START Data for the task

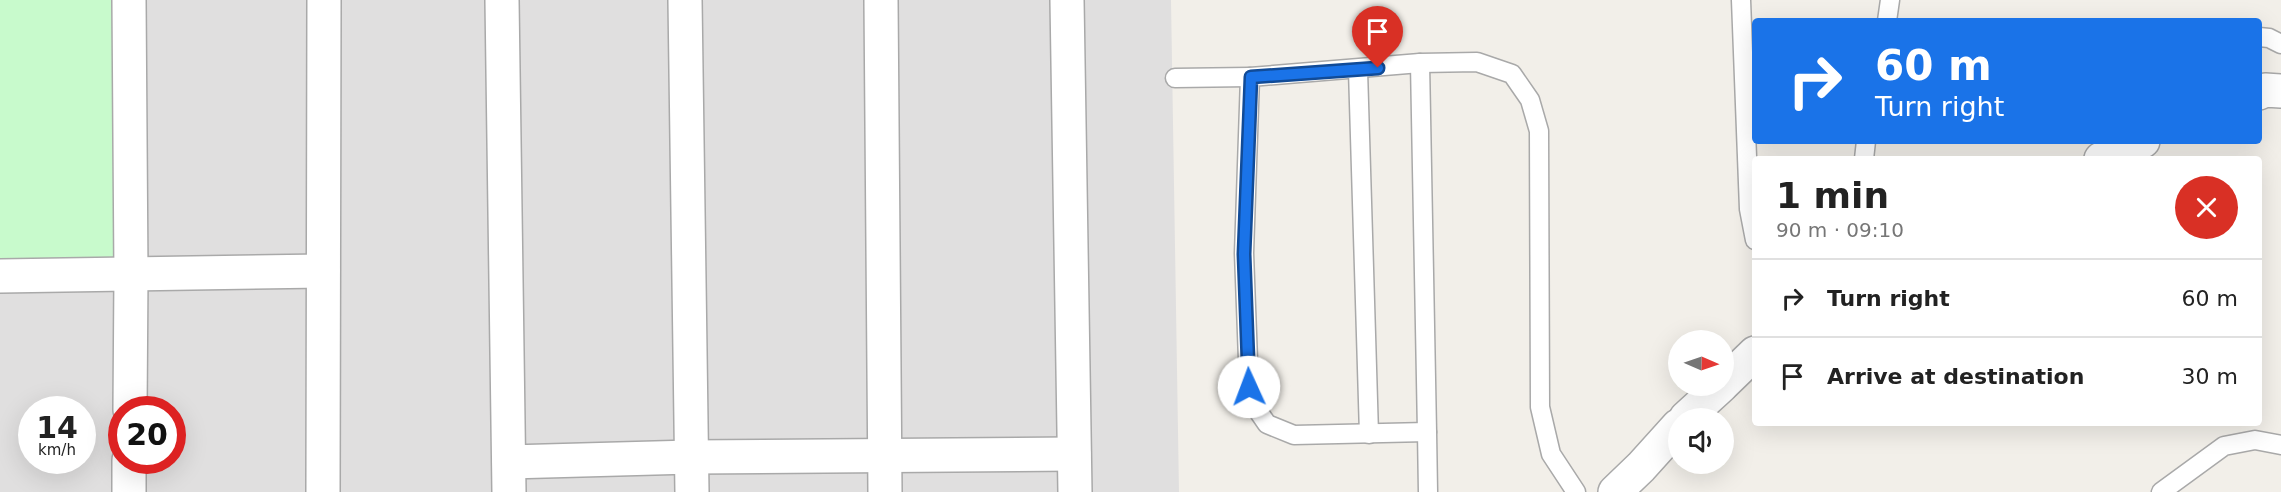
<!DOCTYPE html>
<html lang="en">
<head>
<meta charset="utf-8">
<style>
	:root { --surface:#fff; --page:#f2f2f2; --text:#222; --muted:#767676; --line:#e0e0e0 }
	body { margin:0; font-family:"DejaVu Sans",sans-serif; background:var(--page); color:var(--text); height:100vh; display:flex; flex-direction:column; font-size:22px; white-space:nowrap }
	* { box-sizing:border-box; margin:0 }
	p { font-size:20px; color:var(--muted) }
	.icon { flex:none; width:33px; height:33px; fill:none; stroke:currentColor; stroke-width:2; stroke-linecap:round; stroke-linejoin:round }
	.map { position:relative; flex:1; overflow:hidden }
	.side { position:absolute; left:1752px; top:156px; width:510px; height:270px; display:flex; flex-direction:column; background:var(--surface); border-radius:6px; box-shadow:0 6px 24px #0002 }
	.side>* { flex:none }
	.hud { position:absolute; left:1752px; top:18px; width:510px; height:126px; border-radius:6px; box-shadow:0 6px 24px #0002; background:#1a73e8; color:#fff; overflow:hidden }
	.needle { width:39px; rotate:92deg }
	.buttons { position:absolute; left:1668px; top:330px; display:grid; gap:12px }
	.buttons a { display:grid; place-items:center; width:66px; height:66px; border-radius:50%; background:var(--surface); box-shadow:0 6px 24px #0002; font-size:30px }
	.speed { position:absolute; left:18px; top:396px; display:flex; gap:12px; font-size:30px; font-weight:700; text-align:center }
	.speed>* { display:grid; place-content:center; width:78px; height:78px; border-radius:50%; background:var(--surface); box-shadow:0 6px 24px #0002; line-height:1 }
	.speed small { font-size:15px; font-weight:400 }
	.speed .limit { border:9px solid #d22; background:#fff; color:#111 }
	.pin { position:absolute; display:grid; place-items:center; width:51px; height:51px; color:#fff; margin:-62px -26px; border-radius:50% 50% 50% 0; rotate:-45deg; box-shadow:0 0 6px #0007 }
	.pin .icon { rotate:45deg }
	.me { position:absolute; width:66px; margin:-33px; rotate:358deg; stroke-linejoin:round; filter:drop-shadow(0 0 4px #0008) }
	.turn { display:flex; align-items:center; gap:21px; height:126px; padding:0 24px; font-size:27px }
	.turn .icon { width:78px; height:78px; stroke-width:2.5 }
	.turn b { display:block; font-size:42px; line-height:51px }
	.round { display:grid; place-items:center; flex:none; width:63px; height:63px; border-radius:32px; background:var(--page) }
	.summary { display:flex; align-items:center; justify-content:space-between; height:102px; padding:0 24px }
	h1 { font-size:36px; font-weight:800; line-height:45px }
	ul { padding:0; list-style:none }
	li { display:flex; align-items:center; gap:18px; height:78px; padding:0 24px; border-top:2px solid var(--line) }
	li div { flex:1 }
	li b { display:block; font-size:22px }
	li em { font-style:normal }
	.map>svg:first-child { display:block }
	.residential { fill:#e0dfdf; fill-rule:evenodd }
	.park { fill:#c8facc }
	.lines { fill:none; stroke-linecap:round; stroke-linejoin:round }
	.service-casing { stroke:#a9a9a9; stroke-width:21 }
	.minor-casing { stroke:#a9a9a9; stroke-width:36 }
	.service { stroke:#fff; stroke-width:18 }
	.minor { stroke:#fff; stroke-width:33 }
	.route-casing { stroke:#114b97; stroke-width:15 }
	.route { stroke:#1a73e8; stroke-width:10 }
</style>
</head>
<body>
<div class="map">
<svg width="2281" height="492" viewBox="0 0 2281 492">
	<rect width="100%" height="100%" fill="#f2efe9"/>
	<path class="residential" d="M0,0H1171L1179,492H0ZM32,410H82V460H32ZM122,410H172V460H122Z"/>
	<polygon class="park" points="0,0 125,0 127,272 0,274"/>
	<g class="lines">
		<defs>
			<g id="service">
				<polyline points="1741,0 1749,209 1755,240"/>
				<polyline points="1887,21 1890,0"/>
				<polyline points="2259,37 2269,38 2281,44"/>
				<polyline points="1420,63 1427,432"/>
				<polyline points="1358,70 1369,434"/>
				<polyline points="1175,78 1250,77"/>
				<polyline points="1864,159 1866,141"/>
				<polyline points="1428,492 1427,432 1294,435 1267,424 1256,408 1249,387 1244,253 1250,77 1420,63 1477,62 1512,74 1530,100 1539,131 1540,407 1551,454 1576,492"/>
				<polyline points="2161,492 2224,446 2255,440 2281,445"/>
			</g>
			<g id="minor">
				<polyline points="129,0 131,275 130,410"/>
				<polyline points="502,0 509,492"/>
				<polyline points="685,0 692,492"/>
				<polyline points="881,0 885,492"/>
				<polyline points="1067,0 1075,492"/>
				<polyline points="2259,93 2265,90 2281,91"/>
				<polyline points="2101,159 2143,141"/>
				<polyline points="0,276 323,271"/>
				<polyline points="1724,383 1755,353"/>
				<polyline points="1686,418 1721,386"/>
				<polyline points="509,462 691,457 1074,454"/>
				<polyline points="129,492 129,460"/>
				<polyline points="323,492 324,0"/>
				<polyline points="1615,492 1641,467 1678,426"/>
			</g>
		</defs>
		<use href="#service" class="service-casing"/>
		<use href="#minor" class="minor-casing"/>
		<use href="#service" class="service"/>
		<use href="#minor" class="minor"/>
	</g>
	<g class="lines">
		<defs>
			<polyline id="route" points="1249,387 1244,254 1251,77 1378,68"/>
		</defs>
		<use href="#route" class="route-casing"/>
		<use href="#route" class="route"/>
	</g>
</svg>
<div class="buttons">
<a><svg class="needle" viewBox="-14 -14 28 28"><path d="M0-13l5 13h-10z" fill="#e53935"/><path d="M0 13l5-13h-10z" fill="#767676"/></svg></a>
<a><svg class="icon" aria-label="sound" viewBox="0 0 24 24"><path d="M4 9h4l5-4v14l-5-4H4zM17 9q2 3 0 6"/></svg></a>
</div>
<div class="speed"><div>14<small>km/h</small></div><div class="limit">20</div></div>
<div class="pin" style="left:1378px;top:68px;background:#d93025"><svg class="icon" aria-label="arrive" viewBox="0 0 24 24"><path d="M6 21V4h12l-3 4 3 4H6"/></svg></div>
<svg class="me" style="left:1249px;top:387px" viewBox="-20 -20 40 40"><circle r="19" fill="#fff"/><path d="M0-13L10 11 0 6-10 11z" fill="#1a73e8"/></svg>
<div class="hud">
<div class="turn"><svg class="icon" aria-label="right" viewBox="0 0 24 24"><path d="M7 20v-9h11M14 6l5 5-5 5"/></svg><div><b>60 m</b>Turn right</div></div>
</div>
<section class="side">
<div class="summary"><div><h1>1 min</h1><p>90 m · 09:10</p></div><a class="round" style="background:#d93025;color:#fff"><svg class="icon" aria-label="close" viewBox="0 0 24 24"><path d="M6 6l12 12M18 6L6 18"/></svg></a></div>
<ul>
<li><svg class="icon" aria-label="right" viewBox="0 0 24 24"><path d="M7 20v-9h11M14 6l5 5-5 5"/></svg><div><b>Turn right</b></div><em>60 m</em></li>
<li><svg class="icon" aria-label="arrive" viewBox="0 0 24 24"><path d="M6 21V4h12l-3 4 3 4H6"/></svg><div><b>Arrive at destination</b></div><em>30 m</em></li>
</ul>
</section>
</div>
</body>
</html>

END Data for the task

**Task brief:**
Show me every line of the entries above that holds "small".

**Finished exercise:**
	.speed small { font-size:15px; font-weight:400 }
<div class="speed"><div>14<small>km/h</small></div><div class="limit">20</div></div>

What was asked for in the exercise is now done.